Write out exactly the lines from the first line of the records below through the line that contains "Quick job: What", and stop there.
(SUPPLIED MATERIAL)
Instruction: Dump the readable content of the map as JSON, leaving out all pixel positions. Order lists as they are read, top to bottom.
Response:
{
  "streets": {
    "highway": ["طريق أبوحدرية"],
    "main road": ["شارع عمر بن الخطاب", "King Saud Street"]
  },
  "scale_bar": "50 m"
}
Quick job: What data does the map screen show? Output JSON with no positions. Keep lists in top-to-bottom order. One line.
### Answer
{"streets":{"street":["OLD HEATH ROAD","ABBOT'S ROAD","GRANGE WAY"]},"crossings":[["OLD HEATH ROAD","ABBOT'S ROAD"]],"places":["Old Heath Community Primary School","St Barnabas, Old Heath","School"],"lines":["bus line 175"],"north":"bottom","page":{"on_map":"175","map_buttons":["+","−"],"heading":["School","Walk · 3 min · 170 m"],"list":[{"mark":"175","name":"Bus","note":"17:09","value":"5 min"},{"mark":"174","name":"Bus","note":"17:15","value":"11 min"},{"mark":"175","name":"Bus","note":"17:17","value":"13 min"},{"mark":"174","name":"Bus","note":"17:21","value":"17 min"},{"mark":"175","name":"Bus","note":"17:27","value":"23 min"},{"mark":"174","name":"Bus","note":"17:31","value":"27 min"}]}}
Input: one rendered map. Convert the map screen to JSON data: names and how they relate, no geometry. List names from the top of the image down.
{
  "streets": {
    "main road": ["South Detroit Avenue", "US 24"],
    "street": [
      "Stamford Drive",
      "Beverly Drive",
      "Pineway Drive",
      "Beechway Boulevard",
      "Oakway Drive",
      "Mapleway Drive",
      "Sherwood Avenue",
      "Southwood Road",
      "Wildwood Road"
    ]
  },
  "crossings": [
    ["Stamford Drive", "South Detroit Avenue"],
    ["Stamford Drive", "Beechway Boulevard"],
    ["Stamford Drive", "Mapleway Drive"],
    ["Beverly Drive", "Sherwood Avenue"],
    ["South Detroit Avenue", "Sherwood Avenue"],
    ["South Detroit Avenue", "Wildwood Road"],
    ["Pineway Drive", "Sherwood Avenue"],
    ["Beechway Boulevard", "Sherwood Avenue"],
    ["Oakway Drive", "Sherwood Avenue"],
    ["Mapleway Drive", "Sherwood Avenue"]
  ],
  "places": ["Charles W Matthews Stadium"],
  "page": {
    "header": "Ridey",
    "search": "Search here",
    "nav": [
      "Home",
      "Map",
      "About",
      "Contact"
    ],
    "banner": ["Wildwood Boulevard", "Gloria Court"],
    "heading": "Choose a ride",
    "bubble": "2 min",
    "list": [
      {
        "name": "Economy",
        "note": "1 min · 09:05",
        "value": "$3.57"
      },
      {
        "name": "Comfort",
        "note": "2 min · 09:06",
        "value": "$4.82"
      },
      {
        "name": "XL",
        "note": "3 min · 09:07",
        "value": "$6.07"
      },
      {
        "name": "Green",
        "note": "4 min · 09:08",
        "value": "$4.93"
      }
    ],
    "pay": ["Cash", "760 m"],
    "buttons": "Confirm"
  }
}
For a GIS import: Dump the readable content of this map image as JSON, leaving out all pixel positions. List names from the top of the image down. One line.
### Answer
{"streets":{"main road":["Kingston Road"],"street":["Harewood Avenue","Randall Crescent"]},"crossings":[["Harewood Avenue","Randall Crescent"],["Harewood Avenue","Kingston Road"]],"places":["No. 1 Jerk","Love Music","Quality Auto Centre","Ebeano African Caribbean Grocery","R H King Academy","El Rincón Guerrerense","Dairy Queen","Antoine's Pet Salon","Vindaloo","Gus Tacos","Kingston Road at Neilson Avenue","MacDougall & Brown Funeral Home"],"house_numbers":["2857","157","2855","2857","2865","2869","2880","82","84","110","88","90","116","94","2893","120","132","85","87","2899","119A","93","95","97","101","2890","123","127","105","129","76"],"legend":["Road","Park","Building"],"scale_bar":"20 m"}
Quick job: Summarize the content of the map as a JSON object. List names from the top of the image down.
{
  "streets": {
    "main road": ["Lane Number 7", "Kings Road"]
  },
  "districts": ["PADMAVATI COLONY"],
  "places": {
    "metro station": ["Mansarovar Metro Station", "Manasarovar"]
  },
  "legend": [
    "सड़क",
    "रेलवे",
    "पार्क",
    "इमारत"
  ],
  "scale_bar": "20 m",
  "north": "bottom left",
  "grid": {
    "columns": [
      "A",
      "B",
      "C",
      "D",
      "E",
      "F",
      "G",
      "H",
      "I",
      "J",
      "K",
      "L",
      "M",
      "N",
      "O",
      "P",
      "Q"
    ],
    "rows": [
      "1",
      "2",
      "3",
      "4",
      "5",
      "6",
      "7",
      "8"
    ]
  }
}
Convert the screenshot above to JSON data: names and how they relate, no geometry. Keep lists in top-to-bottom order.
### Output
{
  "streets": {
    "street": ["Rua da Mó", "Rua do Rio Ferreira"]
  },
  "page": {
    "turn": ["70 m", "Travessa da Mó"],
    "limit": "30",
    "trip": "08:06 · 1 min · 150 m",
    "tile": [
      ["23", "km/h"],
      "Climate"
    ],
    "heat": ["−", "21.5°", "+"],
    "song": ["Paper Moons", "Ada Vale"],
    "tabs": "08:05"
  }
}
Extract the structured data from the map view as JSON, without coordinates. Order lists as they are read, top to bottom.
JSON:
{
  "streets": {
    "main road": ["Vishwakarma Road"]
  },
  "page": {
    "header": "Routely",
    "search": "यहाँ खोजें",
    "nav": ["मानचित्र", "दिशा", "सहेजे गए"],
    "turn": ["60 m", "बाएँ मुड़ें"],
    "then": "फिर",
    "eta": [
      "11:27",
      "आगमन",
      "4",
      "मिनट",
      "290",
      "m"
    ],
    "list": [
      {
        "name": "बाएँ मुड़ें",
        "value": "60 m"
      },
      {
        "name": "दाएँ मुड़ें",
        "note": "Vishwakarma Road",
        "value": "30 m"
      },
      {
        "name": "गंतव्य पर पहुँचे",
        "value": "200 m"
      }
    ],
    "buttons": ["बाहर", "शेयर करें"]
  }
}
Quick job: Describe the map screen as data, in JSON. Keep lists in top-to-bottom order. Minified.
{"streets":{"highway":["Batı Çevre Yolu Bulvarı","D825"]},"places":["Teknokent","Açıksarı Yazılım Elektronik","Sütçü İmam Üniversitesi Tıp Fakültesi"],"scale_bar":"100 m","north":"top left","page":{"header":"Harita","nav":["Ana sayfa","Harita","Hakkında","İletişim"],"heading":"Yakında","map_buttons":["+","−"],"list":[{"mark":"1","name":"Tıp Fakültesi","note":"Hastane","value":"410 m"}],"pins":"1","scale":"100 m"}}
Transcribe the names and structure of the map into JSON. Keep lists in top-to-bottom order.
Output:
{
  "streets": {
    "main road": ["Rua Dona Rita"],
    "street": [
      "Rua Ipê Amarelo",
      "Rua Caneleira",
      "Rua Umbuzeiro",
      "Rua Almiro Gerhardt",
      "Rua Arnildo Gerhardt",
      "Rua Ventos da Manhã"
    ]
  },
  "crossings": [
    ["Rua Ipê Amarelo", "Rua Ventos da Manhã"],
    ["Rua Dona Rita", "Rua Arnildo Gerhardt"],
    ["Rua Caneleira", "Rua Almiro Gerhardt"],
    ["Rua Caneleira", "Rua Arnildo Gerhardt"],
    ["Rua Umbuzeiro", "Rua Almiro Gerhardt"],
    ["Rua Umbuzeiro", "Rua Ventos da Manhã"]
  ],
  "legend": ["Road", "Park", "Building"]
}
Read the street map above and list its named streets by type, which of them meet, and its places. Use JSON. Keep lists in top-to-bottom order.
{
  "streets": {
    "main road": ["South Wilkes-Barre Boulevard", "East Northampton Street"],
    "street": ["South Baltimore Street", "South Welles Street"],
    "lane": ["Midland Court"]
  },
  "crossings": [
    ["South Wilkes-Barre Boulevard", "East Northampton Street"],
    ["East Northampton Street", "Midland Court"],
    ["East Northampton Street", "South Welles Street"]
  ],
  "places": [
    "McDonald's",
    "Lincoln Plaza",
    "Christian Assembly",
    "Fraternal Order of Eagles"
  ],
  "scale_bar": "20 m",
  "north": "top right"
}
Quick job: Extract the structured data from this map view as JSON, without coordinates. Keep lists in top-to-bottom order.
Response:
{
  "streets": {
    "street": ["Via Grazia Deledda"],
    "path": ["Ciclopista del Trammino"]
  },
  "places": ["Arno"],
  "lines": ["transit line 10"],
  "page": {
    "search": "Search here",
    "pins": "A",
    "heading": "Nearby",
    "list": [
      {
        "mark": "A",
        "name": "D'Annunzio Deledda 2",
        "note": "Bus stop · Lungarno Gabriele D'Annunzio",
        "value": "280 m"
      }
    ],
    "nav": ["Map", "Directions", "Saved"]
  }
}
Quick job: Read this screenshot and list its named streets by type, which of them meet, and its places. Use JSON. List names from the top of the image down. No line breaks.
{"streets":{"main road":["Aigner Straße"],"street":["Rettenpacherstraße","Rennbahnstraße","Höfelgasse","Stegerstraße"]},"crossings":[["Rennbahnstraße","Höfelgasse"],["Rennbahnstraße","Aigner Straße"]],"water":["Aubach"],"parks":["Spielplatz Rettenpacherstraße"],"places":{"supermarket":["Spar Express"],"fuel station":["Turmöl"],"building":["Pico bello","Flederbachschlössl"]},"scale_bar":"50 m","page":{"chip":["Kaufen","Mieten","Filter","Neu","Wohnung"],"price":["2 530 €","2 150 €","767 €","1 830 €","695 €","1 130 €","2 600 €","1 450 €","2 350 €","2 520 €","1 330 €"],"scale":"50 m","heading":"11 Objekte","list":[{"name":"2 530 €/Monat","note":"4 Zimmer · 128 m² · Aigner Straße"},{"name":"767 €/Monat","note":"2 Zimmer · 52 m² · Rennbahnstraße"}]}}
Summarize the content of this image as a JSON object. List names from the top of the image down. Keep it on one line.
(End SUPPLIED MATERIAL)
TASK ANSWER:
Instruction: Dump the readable content of the map as JSON, leaving out all pixel positions. Order lists as they are read, top to bottom.
Response:
{
  "streets": {
    "highway": ["طريق أبوحدرية"],
    "main road": ["شارع عمر بن الخطاب", "King Saud Street"]
  },
  "scale_bar": "50 m"
}
Quick job: What data does the map screen show? Output JSON with no positions. Keep lists in top-to-bottom order. One line.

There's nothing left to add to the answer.